Auriga Space rivoluziona i lanci con pista magnetica a 6 volte la velocità del suono
Proprio da questo “spreco” parte la missione di Auriga Space, una giovane azienda americana che vuole cambiare il modo in cui ci affacciamo all’universo. La sua fondatrice, Winnie Lai, ha un’idea piuttosto ambiziosa: costruire un sistema di lancio in cui, prima ancora di accendere i motori, il veicolo venga sparato su una pista magnetica fino a sei volte la velocità del suono. Sì, hai letto bene: sei volte la velocità del suono, senza una goccia di propellente.
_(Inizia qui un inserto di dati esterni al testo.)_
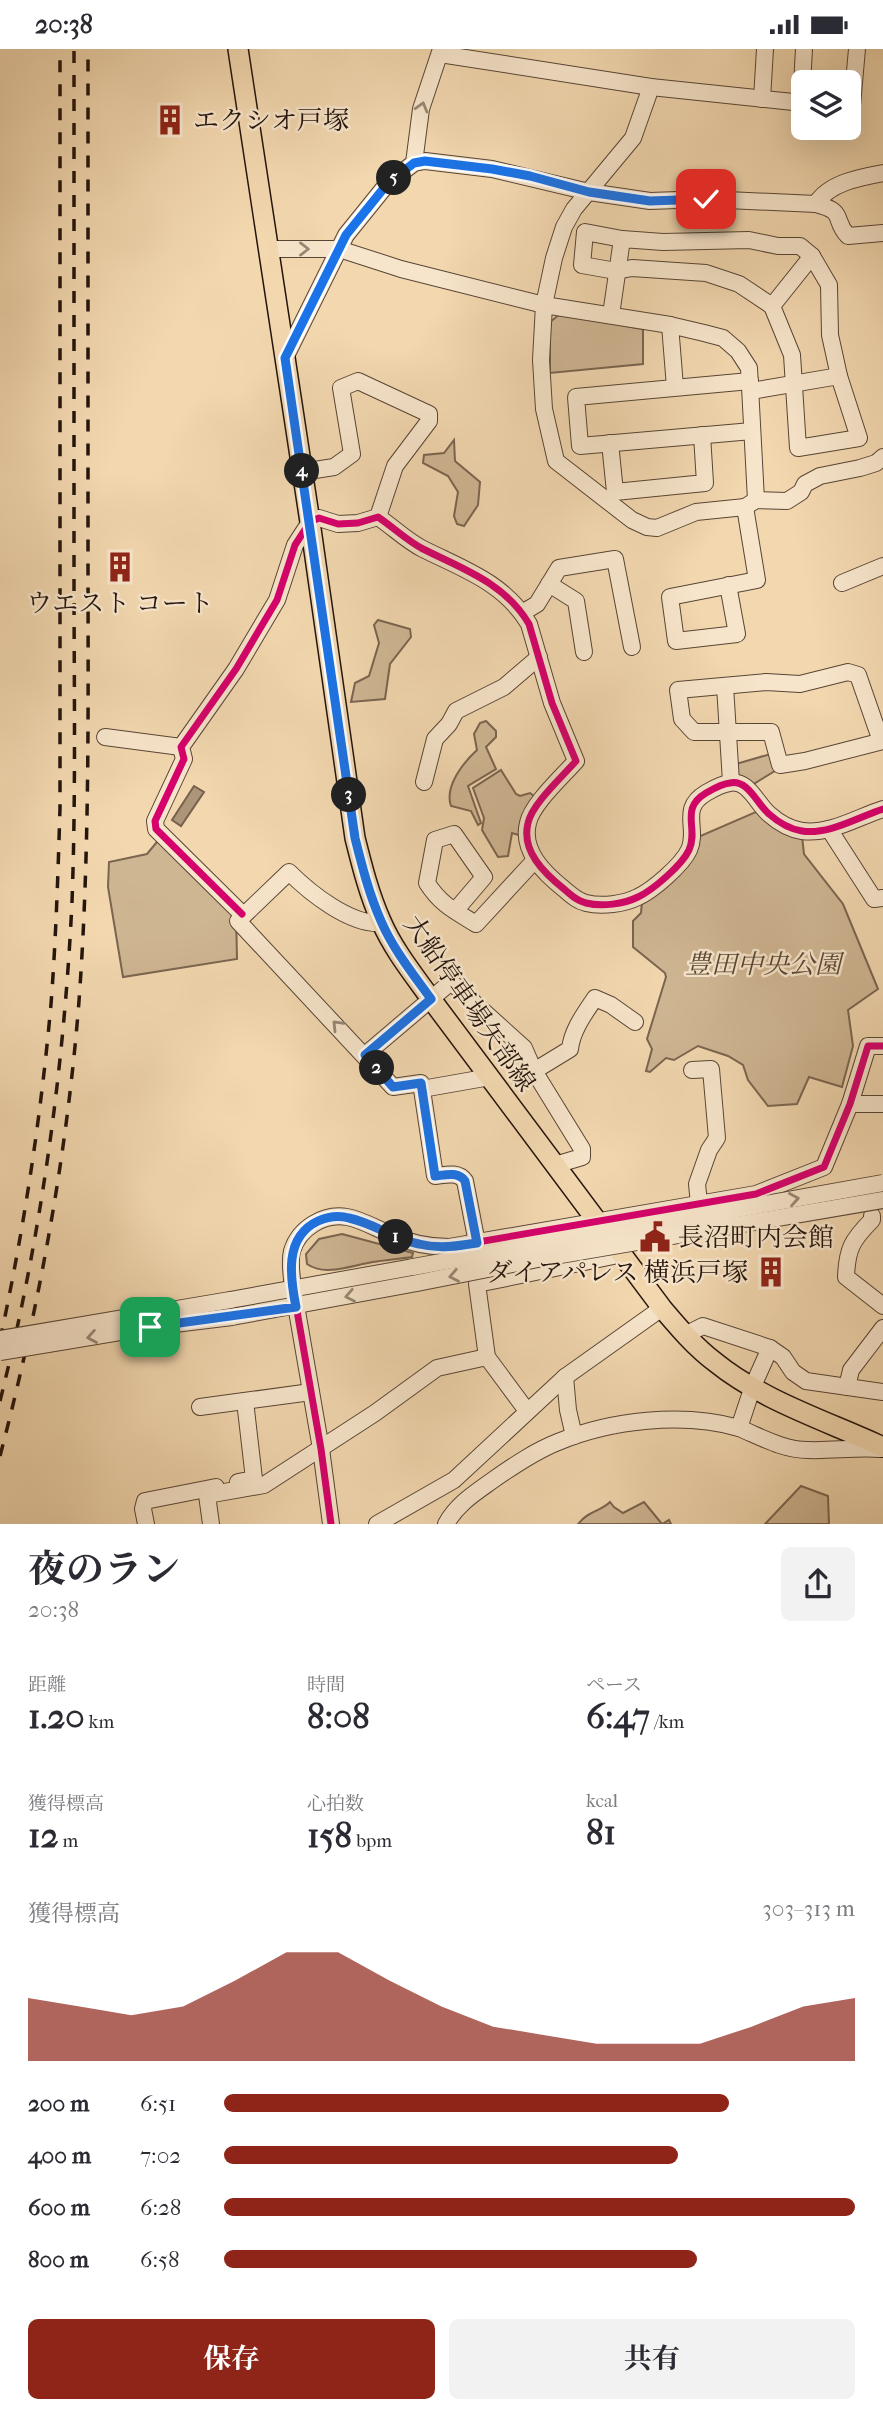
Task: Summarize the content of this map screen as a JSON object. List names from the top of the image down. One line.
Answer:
{"streets":{"main road":["大船停車場矢部線"]},"parks":["豊田中央公園"],"places":{"building":["エクシオ戸塚","ウエスト コート","ダイアパレス 横浜戸塚"],"public building":["長沼町内会館"]},"page":{"status":"20:38","pins":["5","4","3","2","1"],"heading":["夜のラン","20:38"],"stats":[["距離","1.20 km"],["時間","8:08"],["ペース","6:47 /km"],["獲得標高","12 m"],["心拍数","158 bpm"],["kcal","81"]],"chart":["獲得標高","303–313 m"],"list":[{"name":"200 m","note":"6:51"},{"name":"400 m","note":"7:02"},{"name":"600 m","note":"6:28"},{"name":"800 m","note":"6:58"}],"buttons":["保存","共有"]}}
Il sistema si basa sulla levitazione magnetica, un po’ come quella dei treni superveloci che fluttuano sui binari. Solo che in questo caso la pista è lunga e inclinata, e invece di un treno c’è un razzo pronto a farsi lanciare nel cielo. Il bello è che tutta l’energia per questa prima spinta arriva da terra, da fonti elettriche. Una volta in aria, quando il grosso del lavoro è fatto, entra in azione il motore del razzo. Risultato? Meno carburante, meno costi, meno rifiuti. E molta più efficienza.
Non è solo fantascienza: la visione ha già attirato finanziamenti importanti — oltre sei milioni di dollari. Tra gli investitori ci sono anche realtà europee e programmi militari americani, interessati soprattutto al potenziale per i test ipersonici e i lanci “last minute”, utilissimi in ambito strategico. Nei prossimi mesi vedremo nascere i primi prototipi di pista: Prometheus per i test indoor e Thor per quelli all’aperto. E in futuro? Il sistema completo si chiamerà Zeus. Niente di meno.
Auriga non è sola in questa corsa, certo. Ci sono anche chi prova con le centrifughe spaziali o addirittura i cannoni. Ma la strada che sta tracciando sembra avere qualcosa di più concreto. Chissà, magari un giorno i lanci spaziali saranno più simili a una corsa su rotaia che a un’esplosione. E forse sarà proprio grazie a un’idea folle che l’accesso allo spazio diventerà davvero alla portata di tutti.